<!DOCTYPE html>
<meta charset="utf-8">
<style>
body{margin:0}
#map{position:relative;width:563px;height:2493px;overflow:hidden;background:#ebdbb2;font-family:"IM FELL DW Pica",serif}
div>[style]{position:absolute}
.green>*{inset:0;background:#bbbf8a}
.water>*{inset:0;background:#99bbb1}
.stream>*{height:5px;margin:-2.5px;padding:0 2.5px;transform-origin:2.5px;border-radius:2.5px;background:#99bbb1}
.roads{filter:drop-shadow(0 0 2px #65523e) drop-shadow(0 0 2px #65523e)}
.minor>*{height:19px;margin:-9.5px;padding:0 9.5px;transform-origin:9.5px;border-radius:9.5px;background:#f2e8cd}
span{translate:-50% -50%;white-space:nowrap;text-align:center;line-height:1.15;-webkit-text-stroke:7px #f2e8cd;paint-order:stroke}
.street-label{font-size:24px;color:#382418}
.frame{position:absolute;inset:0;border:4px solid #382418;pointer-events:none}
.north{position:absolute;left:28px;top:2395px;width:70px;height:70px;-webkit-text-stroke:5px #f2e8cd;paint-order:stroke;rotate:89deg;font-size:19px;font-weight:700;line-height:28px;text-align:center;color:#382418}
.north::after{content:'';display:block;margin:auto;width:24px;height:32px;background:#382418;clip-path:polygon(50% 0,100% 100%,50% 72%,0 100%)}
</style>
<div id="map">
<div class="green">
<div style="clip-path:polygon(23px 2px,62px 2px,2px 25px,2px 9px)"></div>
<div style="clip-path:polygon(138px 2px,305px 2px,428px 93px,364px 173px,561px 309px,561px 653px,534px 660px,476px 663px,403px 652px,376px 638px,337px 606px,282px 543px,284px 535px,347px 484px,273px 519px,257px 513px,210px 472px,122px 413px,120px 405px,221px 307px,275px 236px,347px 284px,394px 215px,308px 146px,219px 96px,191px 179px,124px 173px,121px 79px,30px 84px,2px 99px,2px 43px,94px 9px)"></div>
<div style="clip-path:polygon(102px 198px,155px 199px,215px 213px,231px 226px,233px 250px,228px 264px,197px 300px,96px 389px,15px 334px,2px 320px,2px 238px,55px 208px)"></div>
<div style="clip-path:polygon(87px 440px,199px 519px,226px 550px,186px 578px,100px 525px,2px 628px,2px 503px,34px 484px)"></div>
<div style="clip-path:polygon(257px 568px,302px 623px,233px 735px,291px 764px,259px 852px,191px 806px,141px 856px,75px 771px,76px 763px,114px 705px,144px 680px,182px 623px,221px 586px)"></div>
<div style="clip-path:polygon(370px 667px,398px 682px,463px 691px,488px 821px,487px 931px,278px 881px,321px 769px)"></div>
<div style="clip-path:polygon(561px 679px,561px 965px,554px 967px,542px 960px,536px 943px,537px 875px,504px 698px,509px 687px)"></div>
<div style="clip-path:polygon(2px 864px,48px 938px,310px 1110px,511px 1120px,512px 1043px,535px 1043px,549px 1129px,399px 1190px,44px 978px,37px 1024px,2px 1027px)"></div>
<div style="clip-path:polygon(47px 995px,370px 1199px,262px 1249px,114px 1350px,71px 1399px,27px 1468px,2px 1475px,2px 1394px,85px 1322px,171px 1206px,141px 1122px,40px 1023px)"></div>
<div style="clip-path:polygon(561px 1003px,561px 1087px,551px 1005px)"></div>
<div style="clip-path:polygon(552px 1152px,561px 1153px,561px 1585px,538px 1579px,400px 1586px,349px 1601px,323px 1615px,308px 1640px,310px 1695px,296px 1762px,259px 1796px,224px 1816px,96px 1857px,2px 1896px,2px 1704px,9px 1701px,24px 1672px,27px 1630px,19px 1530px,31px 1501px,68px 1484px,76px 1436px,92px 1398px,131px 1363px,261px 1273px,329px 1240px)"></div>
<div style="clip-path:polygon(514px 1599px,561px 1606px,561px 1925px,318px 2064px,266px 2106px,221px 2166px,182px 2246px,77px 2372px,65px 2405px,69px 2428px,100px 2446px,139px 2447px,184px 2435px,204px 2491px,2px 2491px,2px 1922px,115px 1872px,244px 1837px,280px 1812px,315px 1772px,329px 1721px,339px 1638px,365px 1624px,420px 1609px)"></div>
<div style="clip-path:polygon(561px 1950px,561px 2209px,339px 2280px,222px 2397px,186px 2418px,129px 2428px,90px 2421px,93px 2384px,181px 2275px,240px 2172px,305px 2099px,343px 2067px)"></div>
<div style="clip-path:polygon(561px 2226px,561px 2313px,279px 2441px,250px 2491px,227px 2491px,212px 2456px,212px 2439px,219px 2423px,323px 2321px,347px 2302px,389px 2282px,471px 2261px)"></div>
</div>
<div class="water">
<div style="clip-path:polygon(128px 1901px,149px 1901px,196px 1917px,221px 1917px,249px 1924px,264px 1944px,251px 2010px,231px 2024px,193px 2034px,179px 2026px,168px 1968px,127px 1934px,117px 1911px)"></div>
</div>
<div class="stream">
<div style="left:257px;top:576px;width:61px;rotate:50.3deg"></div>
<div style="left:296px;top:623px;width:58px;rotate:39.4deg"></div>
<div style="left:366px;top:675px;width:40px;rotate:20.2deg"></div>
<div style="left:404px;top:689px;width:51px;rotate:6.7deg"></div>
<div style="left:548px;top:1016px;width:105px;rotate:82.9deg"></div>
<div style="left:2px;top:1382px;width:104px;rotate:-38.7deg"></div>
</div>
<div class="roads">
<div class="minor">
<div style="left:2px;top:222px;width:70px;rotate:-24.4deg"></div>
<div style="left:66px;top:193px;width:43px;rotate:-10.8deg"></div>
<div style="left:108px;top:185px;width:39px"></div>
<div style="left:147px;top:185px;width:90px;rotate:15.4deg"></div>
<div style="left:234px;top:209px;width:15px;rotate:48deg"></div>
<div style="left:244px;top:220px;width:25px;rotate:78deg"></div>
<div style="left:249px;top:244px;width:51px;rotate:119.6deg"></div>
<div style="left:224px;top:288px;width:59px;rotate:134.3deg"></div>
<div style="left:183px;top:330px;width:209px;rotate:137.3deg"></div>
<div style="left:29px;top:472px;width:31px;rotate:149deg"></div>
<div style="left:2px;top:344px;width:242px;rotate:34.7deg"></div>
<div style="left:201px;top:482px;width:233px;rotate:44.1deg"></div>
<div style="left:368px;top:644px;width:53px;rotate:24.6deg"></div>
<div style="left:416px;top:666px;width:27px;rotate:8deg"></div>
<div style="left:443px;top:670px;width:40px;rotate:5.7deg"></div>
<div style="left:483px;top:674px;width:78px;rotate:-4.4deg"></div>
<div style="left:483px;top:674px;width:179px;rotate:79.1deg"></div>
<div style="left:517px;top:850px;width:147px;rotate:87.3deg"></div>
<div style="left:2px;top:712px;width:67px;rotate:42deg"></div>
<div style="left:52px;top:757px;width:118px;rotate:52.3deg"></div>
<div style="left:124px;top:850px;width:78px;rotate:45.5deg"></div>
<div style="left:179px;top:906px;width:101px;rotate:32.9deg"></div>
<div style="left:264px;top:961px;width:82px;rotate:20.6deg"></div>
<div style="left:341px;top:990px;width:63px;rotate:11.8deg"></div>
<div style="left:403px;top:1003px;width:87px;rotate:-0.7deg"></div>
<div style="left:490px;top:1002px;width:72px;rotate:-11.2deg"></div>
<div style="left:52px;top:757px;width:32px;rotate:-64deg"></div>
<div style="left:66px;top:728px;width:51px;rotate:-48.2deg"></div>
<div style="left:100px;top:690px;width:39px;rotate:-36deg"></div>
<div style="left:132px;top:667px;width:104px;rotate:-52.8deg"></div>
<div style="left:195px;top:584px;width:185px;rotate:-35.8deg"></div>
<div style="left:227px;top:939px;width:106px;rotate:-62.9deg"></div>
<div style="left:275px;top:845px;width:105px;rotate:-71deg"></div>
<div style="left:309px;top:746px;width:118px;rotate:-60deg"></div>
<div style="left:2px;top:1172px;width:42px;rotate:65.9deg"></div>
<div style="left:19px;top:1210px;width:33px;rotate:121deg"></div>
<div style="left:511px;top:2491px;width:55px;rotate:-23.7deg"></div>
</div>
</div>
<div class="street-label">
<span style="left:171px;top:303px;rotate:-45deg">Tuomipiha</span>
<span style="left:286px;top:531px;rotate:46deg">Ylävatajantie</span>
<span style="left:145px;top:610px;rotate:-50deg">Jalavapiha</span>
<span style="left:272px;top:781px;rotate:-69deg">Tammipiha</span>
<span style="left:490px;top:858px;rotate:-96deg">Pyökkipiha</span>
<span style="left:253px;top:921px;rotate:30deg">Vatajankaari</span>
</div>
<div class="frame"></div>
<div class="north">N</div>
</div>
§ §
Show me every line in the data above that includes "stream".

.stream>*{height:5px;margin:-2.5px;padding:0 2.5px;transform-origin:2.5px;border-radius:2.5px;background:#99bbb1}
<div class="stream">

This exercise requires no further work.